私の場合、SBI証券で一般口座です。非居住の場合は確かに口座は維持できますが、一切の取引はできないようです。野村証券を持っていたのですが、すでに閉じでしまいました。上記の解釈であっているのであれば、アメリカに滞在中に売却する方が納税額が少ないと思いますが…

マイナンバー制度で、たしか2019年より証券会社や銀行などにナンバー届けないと、そのまま口座は維持できないようになると聞きました。SBIで凍結状態で日本の株式を維持していても意味があるのかなと思います。
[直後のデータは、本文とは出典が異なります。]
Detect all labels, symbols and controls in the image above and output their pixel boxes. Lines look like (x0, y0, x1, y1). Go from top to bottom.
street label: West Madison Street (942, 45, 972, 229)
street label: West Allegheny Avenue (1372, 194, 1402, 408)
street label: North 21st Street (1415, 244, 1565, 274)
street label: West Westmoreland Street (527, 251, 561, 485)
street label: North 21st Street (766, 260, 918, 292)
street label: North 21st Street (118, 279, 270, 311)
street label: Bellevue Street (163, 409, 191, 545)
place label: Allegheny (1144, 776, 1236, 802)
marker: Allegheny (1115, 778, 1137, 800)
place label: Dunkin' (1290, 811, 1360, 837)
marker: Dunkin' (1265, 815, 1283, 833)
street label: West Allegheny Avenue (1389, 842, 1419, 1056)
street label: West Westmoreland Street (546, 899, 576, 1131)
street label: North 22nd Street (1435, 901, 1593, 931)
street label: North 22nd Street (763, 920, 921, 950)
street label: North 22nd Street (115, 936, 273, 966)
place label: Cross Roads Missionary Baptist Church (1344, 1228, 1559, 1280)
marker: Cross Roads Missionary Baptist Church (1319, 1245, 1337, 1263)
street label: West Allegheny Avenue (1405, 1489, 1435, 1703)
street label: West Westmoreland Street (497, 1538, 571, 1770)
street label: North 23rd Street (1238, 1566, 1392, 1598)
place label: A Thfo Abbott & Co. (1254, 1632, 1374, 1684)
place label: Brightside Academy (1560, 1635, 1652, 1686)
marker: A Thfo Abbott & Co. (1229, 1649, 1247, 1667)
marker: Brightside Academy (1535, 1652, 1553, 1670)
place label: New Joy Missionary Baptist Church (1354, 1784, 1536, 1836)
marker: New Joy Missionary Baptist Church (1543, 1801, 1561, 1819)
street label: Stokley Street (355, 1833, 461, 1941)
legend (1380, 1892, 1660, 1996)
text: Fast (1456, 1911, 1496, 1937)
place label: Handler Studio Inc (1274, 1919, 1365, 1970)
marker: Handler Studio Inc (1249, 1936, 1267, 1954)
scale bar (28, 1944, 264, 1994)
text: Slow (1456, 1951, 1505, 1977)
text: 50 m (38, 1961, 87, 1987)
高値のうちに売却して整理をしてしまおうと考えています。

引き続きよろしくお願いします。

> もし一時帰国した際に売却した場合は、両国に申告要、forging tax credit で取り戻す

すでに書きましたが、私の理解は、「(dual statusなどの特殊なケースは別として)税法上アメリカ居住者とみなされる年に売却した場合は、日米租税条約が適用されて、日本への一時帰国中の売却か否かにかかわらずアメリカでのみの課税になり、日本では確定申告自体不要」です。ただ、他の方のコメントには、一時帰国中の売却が特別扱いされるのではという意見もありましたし、私には(税務署への問い合わせ結果以外に)それを否定する絶対的根拠もありません。もしこの点をはっきりさせたいのでしたら、国税庁か日本のどこかの税務署に電話で問い合わせて質問されるとよいのではないかと思います。やや専門的な内容なので電話を受けた人にすぐ答えてもらえるかはわかりませんが、私の過去の経験ではこの手の質問には結構親切に答えてくれることが多いです。

そこまでするのが面倒で、かつアメリカでの課税でよいと割り切れるという場合は、アメリカに物理的にいる期間中に電話やオンラインで売ってしまうのでもいいでしょう。

いずれにせよ、SBI証券の方には非居住者となる手続きをされていないようですので、とくに売却額が大きかったりすると、SBIから税務署に報告された支払い調書をもとに申告漏れの指摘を受けたりする可能性もなきにしもあらずかもしれません。その場合でもアメリカの居住者であることをちゃんと証明できれば問題ないはずだとは思うのですが、それなりの手間が発生するリスクにはなりますね。